Todos estos fenómenos no son más que la consecuencia del pasado de la educación, pues al impedirse el acceso a las instituciones educativas no solo se privaba a las mujeres de oportunidades laborales e independencia económica; sino que también se les excluía de la creación de conocimiento validado por la sociedad. En consecuencia, no solo los saberes no incluían la mirada femenina, distinta a la masculina por su posición social y cultural; sino que además no buscaban estudiar el impacto de nuevas invenciones y descubrimientos en las mismas, y menos aún considerarlas como fuentes de conocimiento, pues habría significado perder poder simbólico. Como resultado, hoy en día siguen existiendo áreas en donde las barreras culturales impiden el acceso de mujeres e invalidan su participación y contribuciones; y, peor aún, toda disciplina en donde las estudiantes son mayoría sufre un severo desprestigio.

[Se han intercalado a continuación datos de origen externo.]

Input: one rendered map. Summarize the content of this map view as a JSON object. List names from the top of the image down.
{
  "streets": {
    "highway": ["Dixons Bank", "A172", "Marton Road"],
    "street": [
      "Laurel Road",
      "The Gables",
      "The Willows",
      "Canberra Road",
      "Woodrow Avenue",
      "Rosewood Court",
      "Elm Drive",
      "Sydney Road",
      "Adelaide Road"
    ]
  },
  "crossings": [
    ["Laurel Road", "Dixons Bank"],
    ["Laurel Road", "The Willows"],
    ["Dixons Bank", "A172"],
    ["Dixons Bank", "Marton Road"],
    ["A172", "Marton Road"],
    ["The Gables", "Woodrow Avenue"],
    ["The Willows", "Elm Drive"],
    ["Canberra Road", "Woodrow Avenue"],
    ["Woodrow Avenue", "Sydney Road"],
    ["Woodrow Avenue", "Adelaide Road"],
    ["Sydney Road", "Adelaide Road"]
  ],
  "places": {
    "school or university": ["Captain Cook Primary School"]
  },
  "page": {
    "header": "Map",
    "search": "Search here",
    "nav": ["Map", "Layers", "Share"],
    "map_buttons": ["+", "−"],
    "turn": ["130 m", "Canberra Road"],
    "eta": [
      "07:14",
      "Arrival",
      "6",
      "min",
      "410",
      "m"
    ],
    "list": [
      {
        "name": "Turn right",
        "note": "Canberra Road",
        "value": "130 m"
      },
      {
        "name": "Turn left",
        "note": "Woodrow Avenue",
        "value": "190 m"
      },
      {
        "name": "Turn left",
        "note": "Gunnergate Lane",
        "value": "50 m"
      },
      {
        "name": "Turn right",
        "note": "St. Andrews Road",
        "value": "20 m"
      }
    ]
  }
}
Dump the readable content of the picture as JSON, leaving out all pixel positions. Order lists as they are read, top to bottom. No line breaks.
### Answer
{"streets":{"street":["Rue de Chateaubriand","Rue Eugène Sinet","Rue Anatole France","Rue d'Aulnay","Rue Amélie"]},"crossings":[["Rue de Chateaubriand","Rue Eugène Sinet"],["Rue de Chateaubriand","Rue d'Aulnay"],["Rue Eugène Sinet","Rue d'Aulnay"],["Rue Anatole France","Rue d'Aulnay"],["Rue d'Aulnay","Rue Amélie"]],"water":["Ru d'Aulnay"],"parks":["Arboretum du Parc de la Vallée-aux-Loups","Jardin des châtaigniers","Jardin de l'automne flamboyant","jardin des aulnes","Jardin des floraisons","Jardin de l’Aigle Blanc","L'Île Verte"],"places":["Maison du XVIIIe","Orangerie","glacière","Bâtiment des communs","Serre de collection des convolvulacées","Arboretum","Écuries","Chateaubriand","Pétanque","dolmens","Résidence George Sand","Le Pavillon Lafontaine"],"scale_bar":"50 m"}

Es por lo anterior que las medidas para erradicar la desigualdad de género dentro de la educación, y especialmente en las instituciones de educación superior, no pueden limitarse únicamente a acciones afirmativas. Pues si bien las cuotas para mujeres y diversidades son importantes para crear espacios educativos justos; la inclusión formal no conlleva a una verdadera transformación social. En este sentido, es urgente impulsar una educación no sexista, que cree espacios seguros de aprendizaje para todo el cuerpo estudiantil, donde se respete y visibilice la diferencia, y se deconstruyan las ideas y sesgos que hoy en día mantienen el machismo vivo en nuestras sociedades e instituciones. Solo formando profesionales sensibles al género y con un compromiso por la igualdad de género es que se podrá combatir la desigualdad y el sexismo en nuestras culturas.